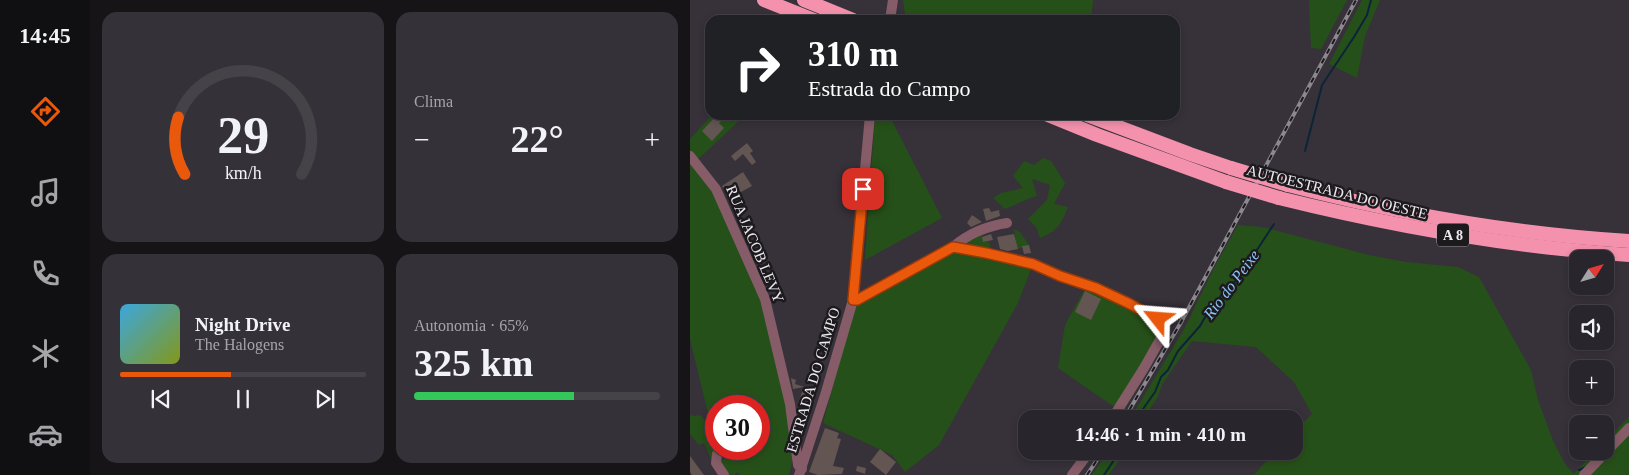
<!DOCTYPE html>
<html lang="pt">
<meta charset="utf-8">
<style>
:root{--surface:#29252c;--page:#353138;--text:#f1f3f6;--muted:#a5a5a9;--line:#454248;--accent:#ea580c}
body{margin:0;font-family:"Times New Roman",serif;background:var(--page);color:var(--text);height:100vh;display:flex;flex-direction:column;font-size:19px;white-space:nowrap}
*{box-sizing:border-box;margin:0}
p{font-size:16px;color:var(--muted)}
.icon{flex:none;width:28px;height:28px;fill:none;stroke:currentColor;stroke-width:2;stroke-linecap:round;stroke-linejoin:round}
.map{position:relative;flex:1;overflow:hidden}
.panel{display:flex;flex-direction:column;gap:12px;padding:12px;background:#171418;width:600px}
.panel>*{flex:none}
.guide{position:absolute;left:15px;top:15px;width:475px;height:105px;border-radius:15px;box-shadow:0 2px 8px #0003,0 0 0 1px var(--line);background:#202124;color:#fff;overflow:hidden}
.needle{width:32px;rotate:53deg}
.fabs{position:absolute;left:879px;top:250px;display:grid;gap:10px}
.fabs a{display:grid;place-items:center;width:45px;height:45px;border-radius:10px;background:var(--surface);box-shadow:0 2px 8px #0003,0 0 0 1px var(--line);font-size:25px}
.speed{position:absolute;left:15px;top:395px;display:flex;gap:10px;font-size:25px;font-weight:700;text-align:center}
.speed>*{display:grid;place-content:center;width:65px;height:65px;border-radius:50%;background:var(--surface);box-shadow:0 2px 8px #0003,0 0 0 1px var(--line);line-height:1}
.speed .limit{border:8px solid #d22;background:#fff;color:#111}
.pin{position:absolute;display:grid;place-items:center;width:42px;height:42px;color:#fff;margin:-21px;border-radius:10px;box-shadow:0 2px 8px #0006}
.me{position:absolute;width:55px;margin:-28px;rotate:298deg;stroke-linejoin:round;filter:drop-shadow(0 0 4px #0008)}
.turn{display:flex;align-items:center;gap:18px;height:105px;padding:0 20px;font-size:22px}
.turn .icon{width:65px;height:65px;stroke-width:2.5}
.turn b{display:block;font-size:35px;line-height:42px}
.big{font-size:38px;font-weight:700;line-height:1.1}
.panel .card{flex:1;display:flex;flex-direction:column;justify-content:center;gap:8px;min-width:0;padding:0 18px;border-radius:15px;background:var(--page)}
.panel .dial{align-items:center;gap:0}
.dial svg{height:130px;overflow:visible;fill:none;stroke:var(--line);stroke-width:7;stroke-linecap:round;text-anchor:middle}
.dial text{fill:var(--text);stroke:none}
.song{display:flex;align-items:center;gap:15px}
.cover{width:60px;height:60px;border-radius:8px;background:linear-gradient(135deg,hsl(200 70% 55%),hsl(70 70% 35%))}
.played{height:5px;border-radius:2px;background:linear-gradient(90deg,var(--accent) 45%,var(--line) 45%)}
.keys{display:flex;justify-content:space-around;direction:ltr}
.heat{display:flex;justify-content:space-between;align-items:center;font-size:28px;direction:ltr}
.charge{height:8px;border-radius:4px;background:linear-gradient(90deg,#34c759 65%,var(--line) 0)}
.panel .tiles{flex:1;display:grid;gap:12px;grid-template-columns:repeat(2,1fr)}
.trip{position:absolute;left:328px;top:410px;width:285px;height:50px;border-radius:15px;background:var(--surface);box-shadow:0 2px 8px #0003,0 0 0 1px var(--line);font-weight:700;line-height:50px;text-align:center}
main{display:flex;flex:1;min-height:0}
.dock{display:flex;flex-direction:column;width:90px;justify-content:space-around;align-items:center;background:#100f12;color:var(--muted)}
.dock .icon{width:35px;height:35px}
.dock .current{color:var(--accent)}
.dock b{font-size:22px;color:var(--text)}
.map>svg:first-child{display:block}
.green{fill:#265019}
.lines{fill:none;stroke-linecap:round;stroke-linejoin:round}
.stream{stroke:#0c2438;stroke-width:2}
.building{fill:#635551}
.minor{stroke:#855c67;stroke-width:10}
.highway{stroke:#f491ad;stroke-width:14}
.rail-casing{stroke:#8c888f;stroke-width:4}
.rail{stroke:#1d1a1e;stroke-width:2;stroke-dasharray:5.5;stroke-linecap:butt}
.highway-bridge{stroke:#f491ad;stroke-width:14}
.route-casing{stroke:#983908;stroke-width:12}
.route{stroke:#ea580c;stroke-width:9}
.labels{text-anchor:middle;stroke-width:5;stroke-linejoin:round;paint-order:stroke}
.shield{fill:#1d1a1e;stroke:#aeabb0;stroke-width:1}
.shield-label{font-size:14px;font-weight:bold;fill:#ece9ef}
.street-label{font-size:15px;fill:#ece9ef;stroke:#1d1a1e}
.water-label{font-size:16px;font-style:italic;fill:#8dc4f7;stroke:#1d1a1e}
</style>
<main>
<nav class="dock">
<b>14:45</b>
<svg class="icon current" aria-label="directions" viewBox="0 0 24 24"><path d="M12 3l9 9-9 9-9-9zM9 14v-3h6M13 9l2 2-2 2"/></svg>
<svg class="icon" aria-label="music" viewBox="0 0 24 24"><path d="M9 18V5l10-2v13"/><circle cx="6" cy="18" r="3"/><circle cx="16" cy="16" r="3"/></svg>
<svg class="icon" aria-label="phone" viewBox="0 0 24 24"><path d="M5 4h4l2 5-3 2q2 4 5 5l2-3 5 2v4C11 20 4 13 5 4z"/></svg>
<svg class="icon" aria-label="climate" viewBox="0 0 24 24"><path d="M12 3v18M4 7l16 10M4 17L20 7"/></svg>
<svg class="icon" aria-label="car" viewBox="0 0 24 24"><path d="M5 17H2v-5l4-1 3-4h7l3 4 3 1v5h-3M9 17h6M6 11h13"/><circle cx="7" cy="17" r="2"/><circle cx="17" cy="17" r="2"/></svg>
</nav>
<section class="panel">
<div class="tiles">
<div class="card dial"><svg viewBox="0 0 100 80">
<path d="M14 69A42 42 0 1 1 86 69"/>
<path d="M14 69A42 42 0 0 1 10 34" stroke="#ea580c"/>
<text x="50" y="56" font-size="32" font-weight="700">29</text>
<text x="50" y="72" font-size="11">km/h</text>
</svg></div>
<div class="card"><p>Clima</p>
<div class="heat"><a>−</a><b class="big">22°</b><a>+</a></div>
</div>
<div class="card">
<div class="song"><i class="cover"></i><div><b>Night Drive</b><p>The Halogens</p></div></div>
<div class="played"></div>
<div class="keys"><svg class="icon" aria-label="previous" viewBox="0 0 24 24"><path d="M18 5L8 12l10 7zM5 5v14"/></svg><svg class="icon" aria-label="pause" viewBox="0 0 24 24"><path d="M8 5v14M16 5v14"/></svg><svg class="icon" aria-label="next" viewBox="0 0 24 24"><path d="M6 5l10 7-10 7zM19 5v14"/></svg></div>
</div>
<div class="card"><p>Autonomia · 65%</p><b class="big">325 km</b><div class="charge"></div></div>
</div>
</section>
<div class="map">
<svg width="939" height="475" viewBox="0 0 939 475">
<rect width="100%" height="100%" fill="#37313a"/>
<!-- green -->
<g class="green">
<polygon points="213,0 403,0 401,20 212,20 215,14"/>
<polygon points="619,0 657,0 631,49 621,48"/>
<polygon points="672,0 690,0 675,36 667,78 639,64"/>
<path d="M22,115H45L50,120L5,162L22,183L69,283L105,450L99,475H49L48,472L44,475H34L22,461L14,443L9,445L0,434V415L5,416L10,415C19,423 26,436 26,449H29L26,456V463L41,456L37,449H69V406H26V433L25,432L17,409L0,339V139Z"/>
<polygon points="185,115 199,115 252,218 175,260"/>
<path d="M353,158L361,161L375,183L364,204L378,207C371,224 368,231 350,238L346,227L338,219L357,200L360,185L342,179L347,196C340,197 323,206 315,209L303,198L311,193L333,188L323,176L334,161L344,165Z"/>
<polygon points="548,225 572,227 679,255 716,262 768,267 789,277 841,370 848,400 864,443 875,464 884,474 905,451 915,451 915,441 939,417 939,475 564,475 585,451 604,451 604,432 622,414 604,382 566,347 502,341 473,383 467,398 453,419 440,419 494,329 525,266"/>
<polygon points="324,229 330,232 339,245 327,249"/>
<polygon points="292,235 293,242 299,241 301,250 270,245"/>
<polygon points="263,247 343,264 328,303 249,445 215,472 202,455 133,423 165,304"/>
<polygon points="397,285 438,303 473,329 449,384 434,410 423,406 368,368 375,325"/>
<path d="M418,451H434C431,461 424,466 419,475H402Z"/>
</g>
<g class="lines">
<!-- stream -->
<g class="stream">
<polyline points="615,151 632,85 664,37 677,15 681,0"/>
<polyline points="448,419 453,409 465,392 471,377 478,370 488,351 510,326 519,310 527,302 533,292 548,279 554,268 561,259 584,224"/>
<polyline points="906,456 910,451"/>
<polyline points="889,470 896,467"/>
<polyline points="414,475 430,451"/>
</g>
</g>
<!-- building -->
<g class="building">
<polygon points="27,115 37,115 29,123 34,128 22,141 12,131"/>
<polygon points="57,143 63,151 60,153 66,162 62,165 53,154 45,161 41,156"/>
<polygon points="53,172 62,186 38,199 32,186"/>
<polygon points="299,208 301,212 309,210 310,216 296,221 293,209"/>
<polygon points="282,215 292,222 281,227 277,223"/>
<polygon points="301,234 303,240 293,242 292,237"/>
<polygon points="324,234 328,249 318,251 310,249 307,237"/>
<polygon points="339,245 341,253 334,254 332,246"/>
<polygon points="395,291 411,299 401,320 385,312"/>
<polygon points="101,378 106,380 105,384 127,391 125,397 123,396 120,407 108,403 114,387 103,389"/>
<polygon points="135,428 149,433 147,438 151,439 143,466 154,468 152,474 128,475 119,472"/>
<polygon points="190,449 206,462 196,475 180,462"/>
<polygon points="0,456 14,475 2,475 0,472"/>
<polygon points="167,466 176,468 175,474 166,471"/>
</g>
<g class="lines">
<!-- minor -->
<g class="minor">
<polyline points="200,20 203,0"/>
<polyline points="0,156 26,189 75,299 100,404 108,465 112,469"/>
<path d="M263,247C278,234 297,226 317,223"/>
<polyline points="163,300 167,300 263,247 296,253 343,264 370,276 406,288 438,303 468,319 473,329 471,338 454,368 422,419"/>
<polyline points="27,454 26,463 34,475"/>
<polyline points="109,475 136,392 163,300 180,115"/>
<polyline points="382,475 400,451"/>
<polyline points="894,475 939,428"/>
</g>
<!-- highway -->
<g class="highway">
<polyline points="74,0 124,20"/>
<polyline points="114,0 163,20"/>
<polyline points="358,115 407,135 536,182"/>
<polyline points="397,115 500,154 541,168"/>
<path d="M598,185C710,214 823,234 939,241"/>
<path d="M589,198C706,227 818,247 939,255"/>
</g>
<!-- rail casing -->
<g class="rail-casing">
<g id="rail">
<polyline points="434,419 490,324 666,0"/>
<polyline points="397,475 413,451"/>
</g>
</g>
<!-- rail -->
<use href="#rail" class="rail"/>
<!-- highway-bridge -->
<g class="highway-bridge">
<polyline points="541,168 598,185"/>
<polyline points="536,182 589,198"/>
</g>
</g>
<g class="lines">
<!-- route casing -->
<g class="route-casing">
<polyline id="route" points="173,189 163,300 167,300 263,247 296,253 343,264 370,276 406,288 438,303 468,319"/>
</g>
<!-- route -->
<use href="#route" class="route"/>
</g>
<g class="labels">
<!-- shield labels -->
<rect class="shield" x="747" y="223.5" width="32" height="23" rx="4"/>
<g class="shield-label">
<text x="763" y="240">A 8</text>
</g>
<!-- street labels -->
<g class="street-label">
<text transform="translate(647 192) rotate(14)" y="5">AUTOESTRADA DO OESTE</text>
<text transform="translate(65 244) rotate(67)" y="5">RUA JACOB LEVY</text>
<text transform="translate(123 380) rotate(-73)" y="5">ESTRADA DO CAMPO</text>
</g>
<!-- water labels -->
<g class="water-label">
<text transform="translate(541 284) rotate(-53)" y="6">Rio do Peixe</text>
</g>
</g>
</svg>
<div class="fabs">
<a><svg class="needle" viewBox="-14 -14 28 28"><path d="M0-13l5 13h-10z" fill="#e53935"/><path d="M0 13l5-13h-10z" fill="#a5a5a9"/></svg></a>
<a><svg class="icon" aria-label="sound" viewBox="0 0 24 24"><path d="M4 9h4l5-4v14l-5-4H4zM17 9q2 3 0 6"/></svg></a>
<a>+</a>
<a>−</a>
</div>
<div class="speed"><div class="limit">30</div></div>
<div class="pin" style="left:173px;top:189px;background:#d93025"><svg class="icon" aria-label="arrive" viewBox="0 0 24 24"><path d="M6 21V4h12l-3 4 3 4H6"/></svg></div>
<svg class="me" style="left:468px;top:319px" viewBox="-20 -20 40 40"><path d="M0-17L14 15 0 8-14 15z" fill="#ea580c" stroke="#fff" stroke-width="4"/></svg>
<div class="trip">14:46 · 1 min · 410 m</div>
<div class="guide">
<div class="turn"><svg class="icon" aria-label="right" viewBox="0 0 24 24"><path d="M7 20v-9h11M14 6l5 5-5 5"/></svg><div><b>310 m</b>Estrada do Campo</div></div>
</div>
</div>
</main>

◇ ◇ ◇

**Prompt**
Read through the data and copy every line where "dock" shows up.

**Solved exercise**
.dock{display:flex;flex-direction:column;width:90px;justify-content:space-around;align-items:center;background:#100f12;color:var(--muted)}
.dock .icon{width:35px;height:35px}
.dock .current{color:var(--accent)}
.dock b{font-size:22px;color:var(--text)}
<nav class="dock">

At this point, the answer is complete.